Initial portfolio on January 11, 2006
This is our current portfolio and will serve as the starting point for performance tracking for this blog. My wife and I accumulated most of these positions over the past 5 years. My wife trusted me to make most of the financial decisions so I’ll be using the singular pronoun even though in many instances it should be plural.
As can be seen, the portfolio is divided into two portions: an actively managed (AM) portion and an asset allocation (AA) portion at a 55:45 split. I generally aim for an even split. The AA portion gives me the peace of mind while the AM portion allows me to excise some fancy of untold riches at the same time. I suspect this is what most people do subconsciously anyway, albeit in a less structured way.

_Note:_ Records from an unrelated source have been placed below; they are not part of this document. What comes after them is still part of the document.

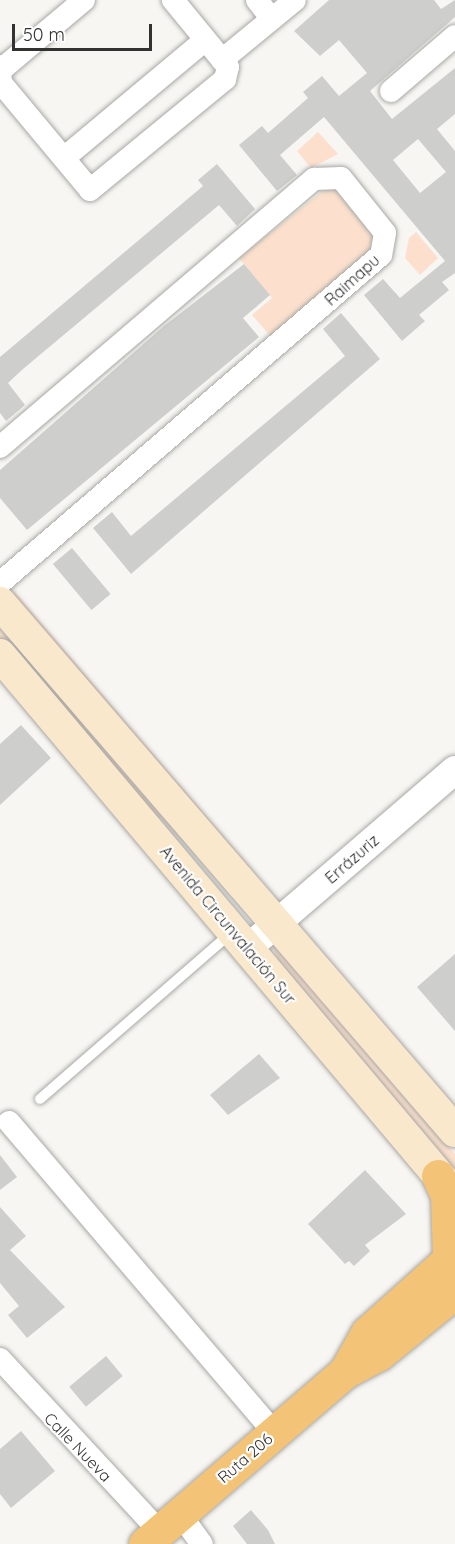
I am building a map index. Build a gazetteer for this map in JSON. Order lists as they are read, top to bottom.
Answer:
{
  "streets": {
    "highway": ["Ruta 206"],
    "main road": ["Avenida Circunvalación Sur"],
    "street": ["Raimapu", "Errázuriz", "Calle Nueva"]
  },
  "crossings": [
    ["Errázuriz", "Avenida Circunvalación Sur"],
    ["Calle Nueva", "Ruta 206"]
  ],
  "scale_bar": "50 m"
}
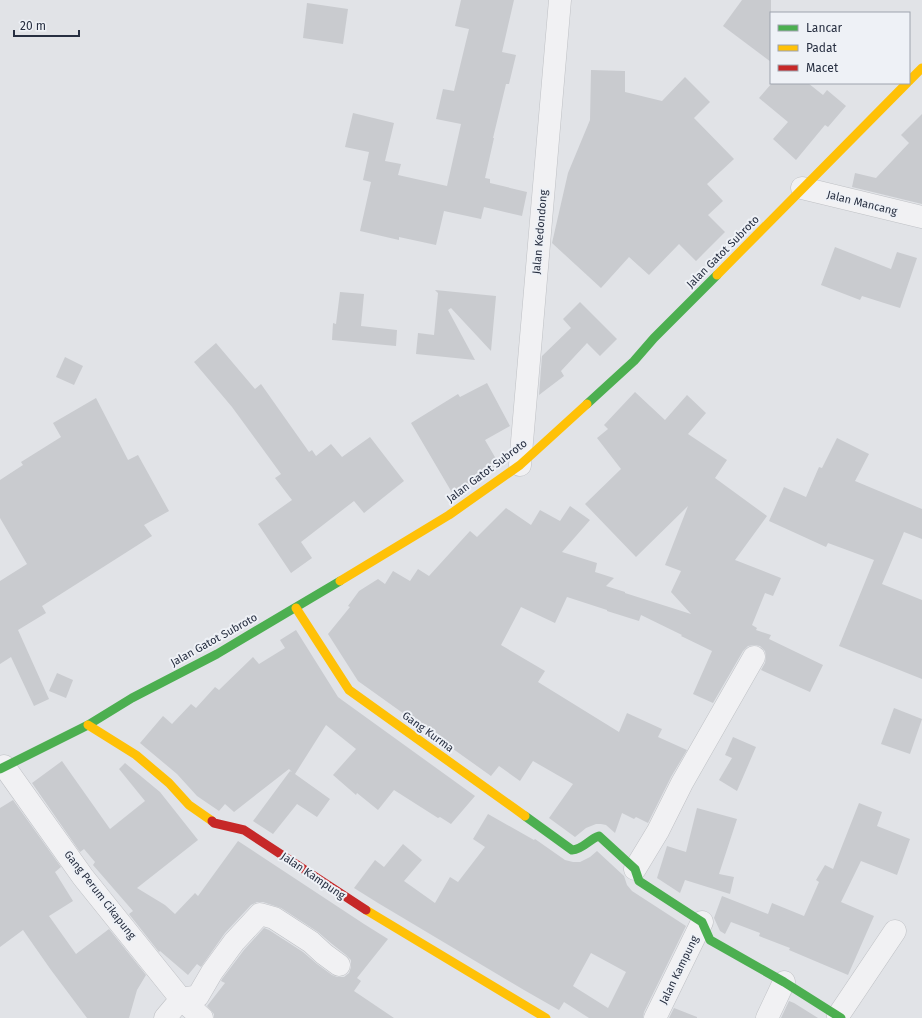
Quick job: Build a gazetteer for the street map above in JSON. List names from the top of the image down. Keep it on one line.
{"streets":{"street":["Jalan Mancang","Jalan Kedondong","Jalan Gatot Subroto","Gang Kurma","Jalan Kampung","Gang Perum Cikapung"]},"crossings":[["Jalan Mancang","Jalan Gatot Subroto"],["Jalan Kedondong","Jalan Gatot Subroto"],["Jalan Gatot Subroto","Gang Kurma"],["Jalan Gatot Subroto","Jalan Kampung"],["Jalan Gatot Subroto","Gang Perum Cikapung"]],"legend":["Lancar","Padat","Macet"],"scale_bar":"20 m"}
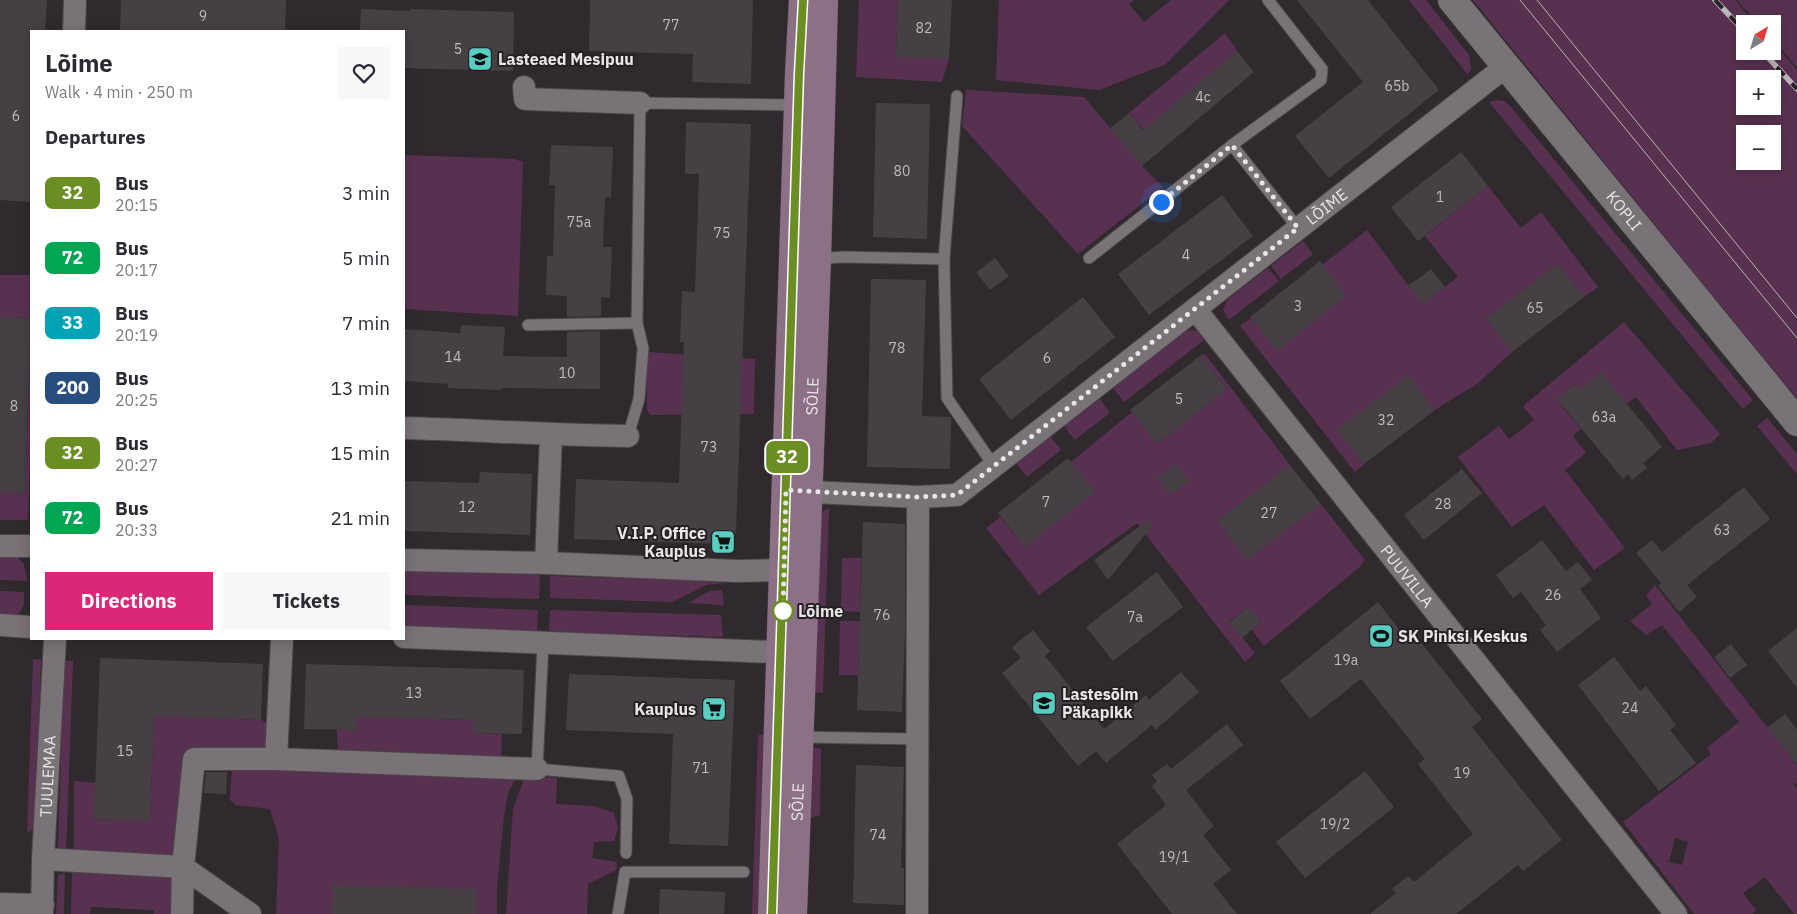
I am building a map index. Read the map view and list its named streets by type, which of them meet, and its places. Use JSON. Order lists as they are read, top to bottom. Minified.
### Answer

The actively managed accounts are all at brokerages or mutual fund companies. Most are taxable accounts, with approximately 10% in tax deferred or Roth IRA accounts. I’m not a day-trader; the holding periods generally range from months to years. I’m not a buy-and-holder either, selling based on stop-loss or technical signals occur often. I'll discuss my thinking behind each buy/sell decision as they occur.
The asset allocated portion consists of: mine and my wife’s 401k, an ETF based sub-portfolio that was first established on 9/8/2005 for $30k, and another sub-portfolio based on ETFs and mutual funds that I used to plug the holes in the asset allocation plan left by the other three. The first three accounts were designed as stand alone asset allocation plans.
I’ll take this as the position at the beginning of 2006 although I’m already shortchanging myself by 3-4 percentage points due to the recent rally. More detailed portfolio analysis will follow. Portfolio performance will be tracked monthly.